In Charlie's case, formulating a comprehensive hoof care plan, handling dental work, treating for ulcers, evaluating his dietary needs, and a few other veterinary odds and ends came earlier on The List than body work.
You know how it goes. And everyone's list is probably ordered a little differently, based on each horse's pressing needs.
|that face tho|
I don't disagree in the slightest, and have been a little hesitant about doing chiropractic work on a potentially body sore horse. My thought process being: if he's got other issues going on, other sorenesses, foot problems, or compensatory issues... he's not likely going to be able to hold any adjustments anyway. And they could potentially make him more sore in the near term.
|god this angle makes him look so skinny :( red circle intended to simultaneously distract from that, and also point out the array of needles around his SI joint|
|needles errywhere!! he also got a couple down his hind legs, but i didn't get pics|
But then they spend a little time with Charlie, realize that he's a pretty easy and laid back dude, and ultimately settle on "Yea this seems like a good horse, you guys will probably be fine."
|a particularly ouchy spot. while we did discuss saddle fit and corrections thereof, she didn't find any indications of a major problem. phew! that's..... way farther down The List haha|
She thinks he'll develop well tho. Estimated that he needs another 300lbs (dear god, poor skinny horse) and that I'll have my work cut out in helping him build muscle and strength under saddle, as we're starting from a place of fairly distinct unevenness.... But all in all actually seemed to quite like him.

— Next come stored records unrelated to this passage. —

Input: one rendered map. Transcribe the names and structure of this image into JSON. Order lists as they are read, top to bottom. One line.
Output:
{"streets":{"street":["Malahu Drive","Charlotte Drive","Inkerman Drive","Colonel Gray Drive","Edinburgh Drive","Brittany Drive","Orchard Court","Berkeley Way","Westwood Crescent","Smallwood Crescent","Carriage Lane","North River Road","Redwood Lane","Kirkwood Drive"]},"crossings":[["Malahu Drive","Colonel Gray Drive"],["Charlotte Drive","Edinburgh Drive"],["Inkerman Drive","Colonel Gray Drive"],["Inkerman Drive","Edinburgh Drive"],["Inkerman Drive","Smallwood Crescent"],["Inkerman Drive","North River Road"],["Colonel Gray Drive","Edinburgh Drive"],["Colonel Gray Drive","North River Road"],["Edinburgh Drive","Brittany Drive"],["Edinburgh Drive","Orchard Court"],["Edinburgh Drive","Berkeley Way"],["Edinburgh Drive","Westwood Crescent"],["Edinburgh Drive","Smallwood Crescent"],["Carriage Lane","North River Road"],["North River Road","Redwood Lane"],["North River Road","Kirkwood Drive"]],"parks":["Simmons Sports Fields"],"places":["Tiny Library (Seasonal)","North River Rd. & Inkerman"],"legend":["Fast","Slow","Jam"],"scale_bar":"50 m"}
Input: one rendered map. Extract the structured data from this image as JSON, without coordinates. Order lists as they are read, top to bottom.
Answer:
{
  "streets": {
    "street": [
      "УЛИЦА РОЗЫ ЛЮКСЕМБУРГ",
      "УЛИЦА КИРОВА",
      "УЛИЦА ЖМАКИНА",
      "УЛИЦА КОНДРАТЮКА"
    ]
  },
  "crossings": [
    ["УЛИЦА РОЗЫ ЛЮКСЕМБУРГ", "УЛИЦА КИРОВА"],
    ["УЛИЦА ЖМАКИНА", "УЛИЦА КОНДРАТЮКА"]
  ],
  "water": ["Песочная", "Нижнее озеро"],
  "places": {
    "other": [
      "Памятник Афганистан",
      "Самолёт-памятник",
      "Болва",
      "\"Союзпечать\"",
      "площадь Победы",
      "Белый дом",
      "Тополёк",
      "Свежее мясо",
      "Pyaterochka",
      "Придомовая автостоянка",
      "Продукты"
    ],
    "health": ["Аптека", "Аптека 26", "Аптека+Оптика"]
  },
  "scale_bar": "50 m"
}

|i can't promise that this line overlays his spine 100%.... but it's close enough to see the lateral unevenness|
For me, personally, the most interesting finding was how uneven Charlie's shoulders are. She had me stand up on her foam block thingy to take a look (and the above picture) myself. It's.... fairly dramatic. One side is definitely higher than the other too.
She reminded me that a horse's shoulders are attached to the body by muscle, not by bone. And that you can't do much about the lower part of the shoulder, but you can help develop the muscles in how the shoulder ties into the body. For instance, she said that when people say their horses get taller with good, correct dressage work, they're actually not wrong - as the muscles holding the shoulders grow.
So Charlie needs a lot a lot a lot of work in building up those muscles, and in helping him become more even from side to side. This perhaps explains a lot of what he feels like to ride - his shoulders are fairly stuck and he's not very balanced laterally.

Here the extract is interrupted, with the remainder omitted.